When you are the coach of the world’s top ranked 100-metre hurdler, the requests are many for you help other athletes reach that plateau.
That was the case last year with Jamaican-born Anthony McCleary as his star athlete, Priscilla Lopes-Schliep, was on her way to winning the Diamond League championship.
Phylicia George, who won this year’s inaugural National Track League (NTL) series, and University of Illinois graduate Nikkita Holder are quite open and honest about why they chose to enter the McCleary camp.
“Anthony has produced a great athlete,” said Holder who was among many young fans who turned out to catch a glimpse of Perdita Felicien and get a piece of memorabilia signed at an event in Pickering eight years ago to celebrate Canada’s only gold medalist at the 2003 world championships. “Why not train with the best if you want to go to the next level? In addition, Priscilla is a great mentor and training partner. This is absolutely a great environment to be in.”
George made the phone call nearly a year ago as she was completing physiology and neurobiology studies at the University of Connecticut.
“Coming back home, I wanted a coach that would help me reach the top and when you see what Anthony has done with Priscilla, my decision was easy,” said the 2010 Big East Scholar-Athlete Sport Excellence Award winner.
The newcomers are also benefitting from Lopes-Schliep’s vast experience.
“She provides them with little tips on what she did to get better and how she was able to reach the top,” said McCleary, the 2009 Athletics Canada Coach of the Year. “The girls have become very close.
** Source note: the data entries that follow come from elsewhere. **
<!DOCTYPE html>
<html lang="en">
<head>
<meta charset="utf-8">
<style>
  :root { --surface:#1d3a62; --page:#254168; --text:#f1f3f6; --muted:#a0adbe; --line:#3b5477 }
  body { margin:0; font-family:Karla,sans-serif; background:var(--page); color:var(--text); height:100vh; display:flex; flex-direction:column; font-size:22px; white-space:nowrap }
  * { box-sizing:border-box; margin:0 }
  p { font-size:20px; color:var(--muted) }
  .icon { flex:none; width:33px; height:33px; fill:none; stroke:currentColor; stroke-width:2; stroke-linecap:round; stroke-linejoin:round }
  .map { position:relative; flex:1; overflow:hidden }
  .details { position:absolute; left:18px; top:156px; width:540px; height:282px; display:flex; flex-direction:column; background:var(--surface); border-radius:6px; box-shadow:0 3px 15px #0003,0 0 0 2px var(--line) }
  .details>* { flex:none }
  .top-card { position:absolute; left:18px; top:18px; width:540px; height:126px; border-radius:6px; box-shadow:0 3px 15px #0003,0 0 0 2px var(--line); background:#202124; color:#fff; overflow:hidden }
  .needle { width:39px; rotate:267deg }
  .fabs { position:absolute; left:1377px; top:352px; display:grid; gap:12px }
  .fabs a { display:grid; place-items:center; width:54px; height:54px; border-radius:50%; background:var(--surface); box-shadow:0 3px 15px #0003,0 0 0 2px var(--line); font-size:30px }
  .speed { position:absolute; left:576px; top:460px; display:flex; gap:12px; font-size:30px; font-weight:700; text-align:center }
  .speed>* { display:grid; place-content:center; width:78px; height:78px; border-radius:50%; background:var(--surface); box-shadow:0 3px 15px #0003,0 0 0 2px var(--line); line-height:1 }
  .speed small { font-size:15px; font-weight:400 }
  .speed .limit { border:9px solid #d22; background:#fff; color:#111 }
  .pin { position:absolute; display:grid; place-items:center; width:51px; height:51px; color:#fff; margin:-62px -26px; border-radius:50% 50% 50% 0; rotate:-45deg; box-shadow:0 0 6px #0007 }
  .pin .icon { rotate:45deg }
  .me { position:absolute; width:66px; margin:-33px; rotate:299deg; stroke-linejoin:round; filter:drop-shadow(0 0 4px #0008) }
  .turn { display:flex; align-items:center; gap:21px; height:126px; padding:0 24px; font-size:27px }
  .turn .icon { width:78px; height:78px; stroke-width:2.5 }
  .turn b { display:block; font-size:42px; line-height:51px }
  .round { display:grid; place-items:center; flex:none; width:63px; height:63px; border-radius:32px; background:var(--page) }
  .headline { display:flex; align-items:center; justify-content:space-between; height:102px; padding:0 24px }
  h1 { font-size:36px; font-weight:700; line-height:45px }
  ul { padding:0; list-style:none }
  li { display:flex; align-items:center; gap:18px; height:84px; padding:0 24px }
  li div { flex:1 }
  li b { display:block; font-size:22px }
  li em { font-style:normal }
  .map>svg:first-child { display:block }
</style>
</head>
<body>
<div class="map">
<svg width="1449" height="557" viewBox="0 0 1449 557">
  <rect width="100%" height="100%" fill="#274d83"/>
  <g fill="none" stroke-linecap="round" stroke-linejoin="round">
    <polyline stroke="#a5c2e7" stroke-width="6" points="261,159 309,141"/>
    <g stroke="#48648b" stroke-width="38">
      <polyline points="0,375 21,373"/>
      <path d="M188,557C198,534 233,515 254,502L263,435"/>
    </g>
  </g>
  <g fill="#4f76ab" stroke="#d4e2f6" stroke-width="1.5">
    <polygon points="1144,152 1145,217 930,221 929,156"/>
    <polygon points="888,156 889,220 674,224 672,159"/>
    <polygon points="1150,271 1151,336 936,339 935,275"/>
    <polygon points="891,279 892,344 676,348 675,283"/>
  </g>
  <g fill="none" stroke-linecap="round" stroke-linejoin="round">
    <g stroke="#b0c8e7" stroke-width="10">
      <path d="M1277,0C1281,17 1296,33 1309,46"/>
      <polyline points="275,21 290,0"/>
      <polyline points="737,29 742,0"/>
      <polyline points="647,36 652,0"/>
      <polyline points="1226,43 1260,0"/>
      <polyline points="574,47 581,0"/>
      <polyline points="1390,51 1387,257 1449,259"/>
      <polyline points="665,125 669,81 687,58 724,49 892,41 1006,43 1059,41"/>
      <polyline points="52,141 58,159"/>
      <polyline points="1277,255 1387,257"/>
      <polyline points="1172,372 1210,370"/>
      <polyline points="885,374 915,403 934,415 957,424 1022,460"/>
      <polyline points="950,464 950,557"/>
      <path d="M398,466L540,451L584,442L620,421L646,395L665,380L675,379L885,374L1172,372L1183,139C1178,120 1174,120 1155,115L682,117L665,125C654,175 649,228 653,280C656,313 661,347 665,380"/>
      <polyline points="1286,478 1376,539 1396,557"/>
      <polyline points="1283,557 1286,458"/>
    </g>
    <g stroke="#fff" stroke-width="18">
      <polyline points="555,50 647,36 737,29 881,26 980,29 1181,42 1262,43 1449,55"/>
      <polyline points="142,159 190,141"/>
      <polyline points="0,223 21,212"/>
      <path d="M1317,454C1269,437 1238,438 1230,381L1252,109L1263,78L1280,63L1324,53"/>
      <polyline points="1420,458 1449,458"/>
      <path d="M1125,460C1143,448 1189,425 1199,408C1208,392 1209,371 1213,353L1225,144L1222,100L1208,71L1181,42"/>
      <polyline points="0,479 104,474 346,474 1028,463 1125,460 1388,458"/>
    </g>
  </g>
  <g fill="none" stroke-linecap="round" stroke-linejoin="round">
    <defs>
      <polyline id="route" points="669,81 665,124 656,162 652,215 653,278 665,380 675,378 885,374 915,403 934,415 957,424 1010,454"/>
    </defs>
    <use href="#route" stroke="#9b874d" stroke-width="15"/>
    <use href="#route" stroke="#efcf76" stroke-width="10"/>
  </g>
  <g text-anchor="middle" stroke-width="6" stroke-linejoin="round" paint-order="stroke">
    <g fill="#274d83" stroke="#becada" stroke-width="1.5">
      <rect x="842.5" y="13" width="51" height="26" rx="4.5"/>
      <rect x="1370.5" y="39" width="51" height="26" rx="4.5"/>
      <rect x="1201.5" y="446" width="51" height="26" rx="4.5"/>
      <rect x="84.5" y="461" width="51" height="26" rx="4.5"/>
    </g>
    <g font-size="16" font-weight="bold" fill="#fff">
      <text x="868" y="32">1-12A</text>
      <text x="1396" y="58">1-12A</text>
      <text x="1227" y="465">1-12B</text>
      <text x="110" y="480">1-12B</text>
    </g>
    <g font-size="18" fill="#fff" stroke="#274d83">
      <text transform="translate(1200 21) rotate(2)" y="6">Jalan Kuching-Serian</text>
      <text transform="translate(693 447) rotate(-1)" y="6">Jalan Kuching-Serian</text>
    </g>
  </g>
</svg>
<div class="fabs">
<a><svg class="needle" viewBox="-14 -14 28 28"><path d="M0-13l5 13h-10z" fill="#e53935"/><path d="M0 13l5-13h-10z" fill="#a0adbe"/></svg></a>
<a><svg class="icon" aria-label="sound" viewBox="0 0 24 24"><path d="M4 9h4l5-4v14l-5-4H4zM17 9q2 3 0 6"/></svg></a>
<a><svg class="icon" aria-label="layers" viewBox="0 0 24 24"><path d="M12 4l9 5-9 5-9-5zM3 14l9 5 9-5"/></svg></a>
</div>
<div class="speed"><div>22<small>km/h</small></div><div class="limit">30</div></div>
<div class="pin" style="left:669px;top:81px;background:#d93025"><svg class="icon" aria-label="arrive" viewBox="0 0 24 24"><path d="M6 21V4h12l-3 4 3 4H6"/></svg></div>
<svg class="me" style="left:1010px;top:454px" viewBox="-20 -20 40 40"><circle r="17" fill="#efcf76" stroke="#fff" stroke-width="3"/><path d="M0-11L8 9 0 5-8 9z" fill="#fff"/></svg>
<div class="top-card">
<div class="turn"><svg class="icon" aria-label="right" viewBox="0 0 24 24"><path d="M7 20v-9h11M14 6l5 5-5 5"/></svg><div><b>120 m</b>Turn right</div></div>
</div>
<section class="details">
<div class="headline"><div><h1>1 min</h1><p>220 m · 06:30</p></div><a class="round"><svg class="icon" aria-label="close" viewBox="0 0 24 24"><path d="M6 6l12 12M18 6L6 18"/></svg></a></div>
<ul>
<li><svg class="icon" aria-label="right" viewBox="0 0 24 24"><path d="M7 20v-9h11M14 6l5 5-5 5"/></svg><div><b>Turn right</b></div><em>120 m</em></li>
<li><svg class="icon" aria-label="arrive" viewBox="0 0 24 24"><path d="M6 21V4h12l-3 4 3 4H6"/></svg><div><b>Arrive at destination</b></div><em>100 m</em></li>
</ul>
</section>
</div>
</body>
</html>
They hang out together and they have become a real tight group.”
George, who won the 100-metre hurdles and 200-metre events at the 2006 national school championships and was selected to represent Canada a few months later at the World Junior Championships in Beijing where she failed to make it out of the first round in the 200-metre event, is enjoying a highly successful season.
She beat 10-time national champion Felicien for the first time at Varsity Stadium and set a personal best 12.76 secs. in Halifax last month.
“This is the first year that I have been able to focus solely on athletics,” said the aspiring medical doctor who earned a 3.9 GPA. “Anthony has also been of a big help…Defeating Perdita means I am running well and I am able to compete with the best in the world.”
Both George and Holder are in South Korea with the national team preparing for the world championships that start tomorrow.
George, who plans to compete until the 2016 Rio de Janeiro Olympics before entering medical school, said her goal is to reach the final while Holder’s expectations are to improve on her personal best 12.91 secs.
“This is my first time representing the senior team at a major championships and I will be striving to do the best I can by giving everything I have,” said Holder who graduated from Dunbarton High School in Pickering and spent a year at Missouri Baptist University before transferring to the University of Illinois.
McCleary has been very impressed with the strides George and Holder have made this summer, declaring them ready for the world championships.
“Phylicia is a good thinker and student of the sport who analyses video regularly to see where she can make improvements,” he said. “Nikkita, on the other hand, is talented and graceful but a bit inconsistent at this stage. She’s recovering from a foot injury that bothered her last year. She needs to stay focused and believe in herself.
“I would like to see both of them make the final in South Korea. If that happens, then I know we are on the right track. They are within range of what other competitors in the world are doing.”
The women’s 100-metre hurdles start on September 2. Canada has won four gold, eight silver and five bronze medals at the worlds which have been held every two years since 1983.